◆ **Exercise**:
An exact transcription of each entry below is required, without any pictures.

[Opening Input section]

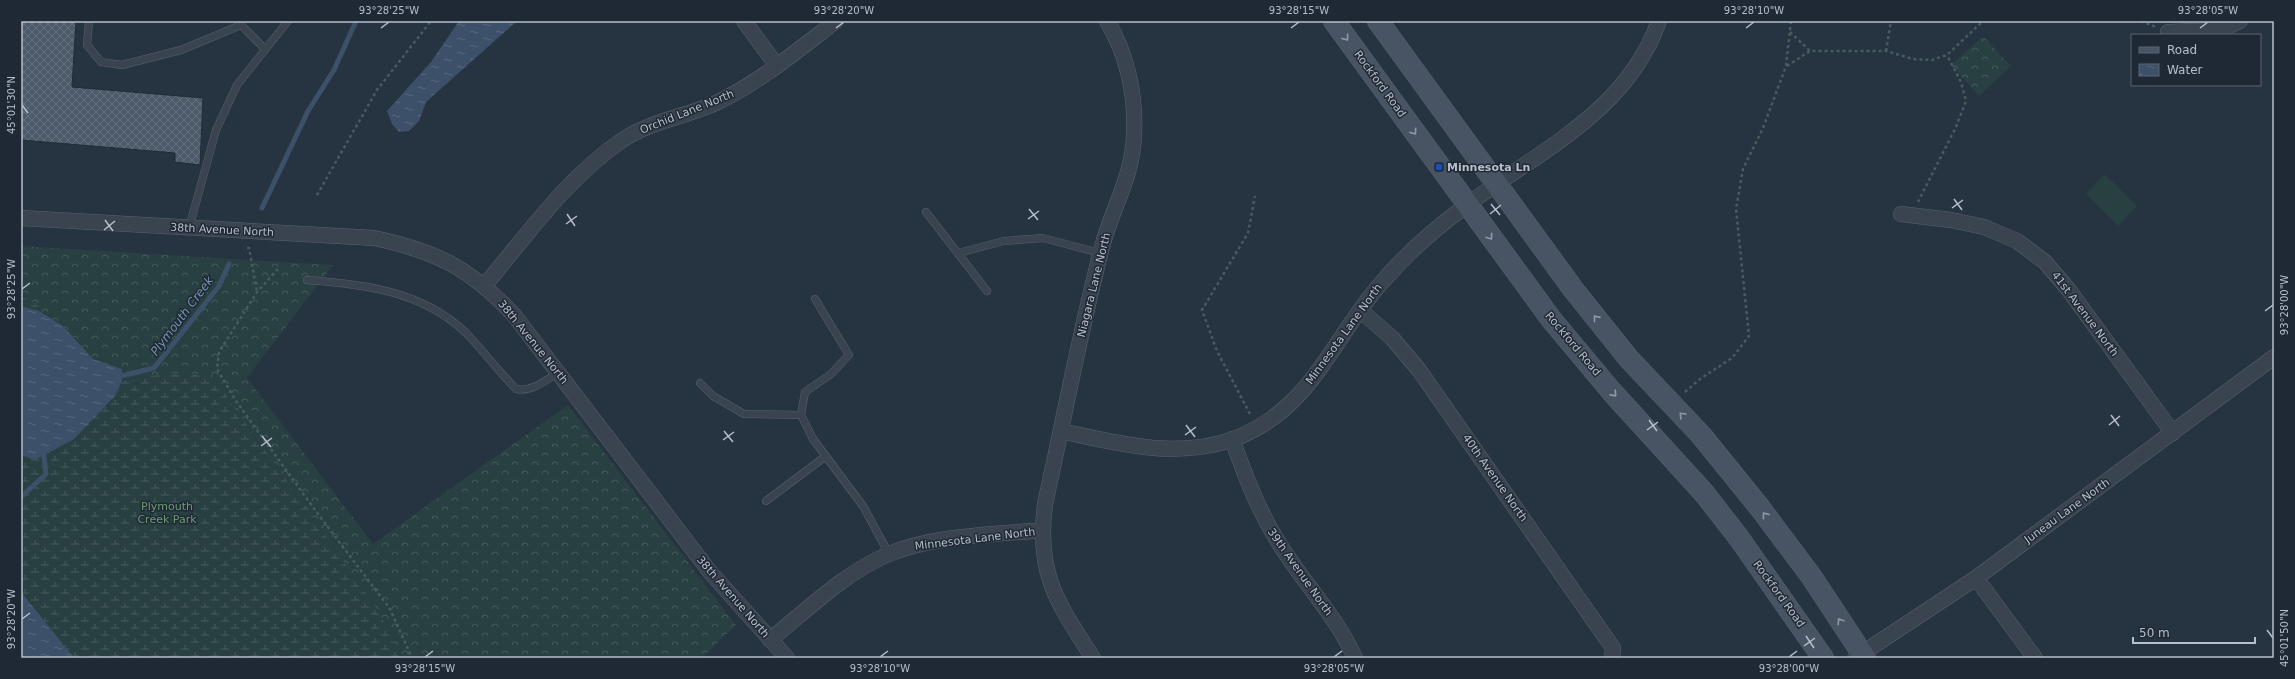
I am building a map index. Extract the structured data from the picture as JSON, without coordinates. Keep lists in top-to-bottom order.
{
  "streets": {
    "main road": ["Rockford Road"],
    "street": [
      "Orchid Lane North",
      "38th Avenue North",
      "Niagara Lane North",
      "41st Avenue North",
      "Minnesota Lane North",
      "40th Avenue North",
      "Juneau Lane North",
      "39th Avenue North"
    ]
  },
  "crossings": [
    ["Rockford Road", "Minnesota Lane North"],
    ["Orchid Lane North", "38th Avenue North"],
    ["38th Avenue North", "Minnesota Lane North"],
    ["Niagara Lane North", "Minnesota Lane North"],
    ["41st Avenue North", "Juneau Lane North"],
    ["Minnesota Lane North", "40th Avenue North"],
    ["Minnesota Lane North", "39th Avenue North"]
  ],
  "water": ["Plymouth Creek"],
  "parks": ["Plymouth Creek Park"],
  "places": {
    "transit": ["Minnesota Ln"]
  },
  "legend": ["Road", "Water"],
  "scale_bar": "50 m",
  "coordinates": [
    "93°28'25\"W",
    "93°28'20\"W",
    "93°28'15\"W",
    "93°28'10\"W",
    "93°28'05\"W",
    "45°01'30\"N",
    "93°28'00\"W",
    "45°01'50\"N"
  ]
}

[Closing Input section]

◆ **Written solution**:
I am building a map index. Extract the structured data from the picture as JSON, without coordinates. Keep lists in top-to-bottom order.
{
  "streets": {
    "main road": ["Rockford Road"],
    "street": [
      "Orchid Lane North",
      "38th Avenue North",
      "Niagara Lane North",
      "41st Avenue North",
      "Minnesota Lane North",
      "40th Avenue North",
      "Juneau Lane North",
      "39th Avenue North"
    ]
  },
  "crossings": [
    ["Rockford Road", "Minnesota Lane North"],
    ["Orchid Lane North", "38th Avenue North"],
    ["38th Avenue North", "Minnesota Lane North"],
    ["Niagara Lane North", "Minnesota Lane North"],
    ["41st Avenue North", "Juneau Lane North"],
    ["Minnesota Lane North", "40th Avenue North"],
    ["Minnesota Lane North", "39th Avenue North"]
  ],
  "water": ["Plymouth Creek"],
  "parks": ["Plymouth Creek Park"],
  "places": {
    "transit": ["Minnesota Ln"]
  },
  "legend": ["Road", "Water"],
  "scale_bar": "50 m",
  "coordinates": [
    "93°28'25\"W",
    "93°28'20\"W",
    "93°28'15\"W",
    "93°28'10\"W",
    "93°28'05\"W",
    "45°01'30\"N",
    "93°28'00\"W",
    "45°01'50\"N"
  ]
}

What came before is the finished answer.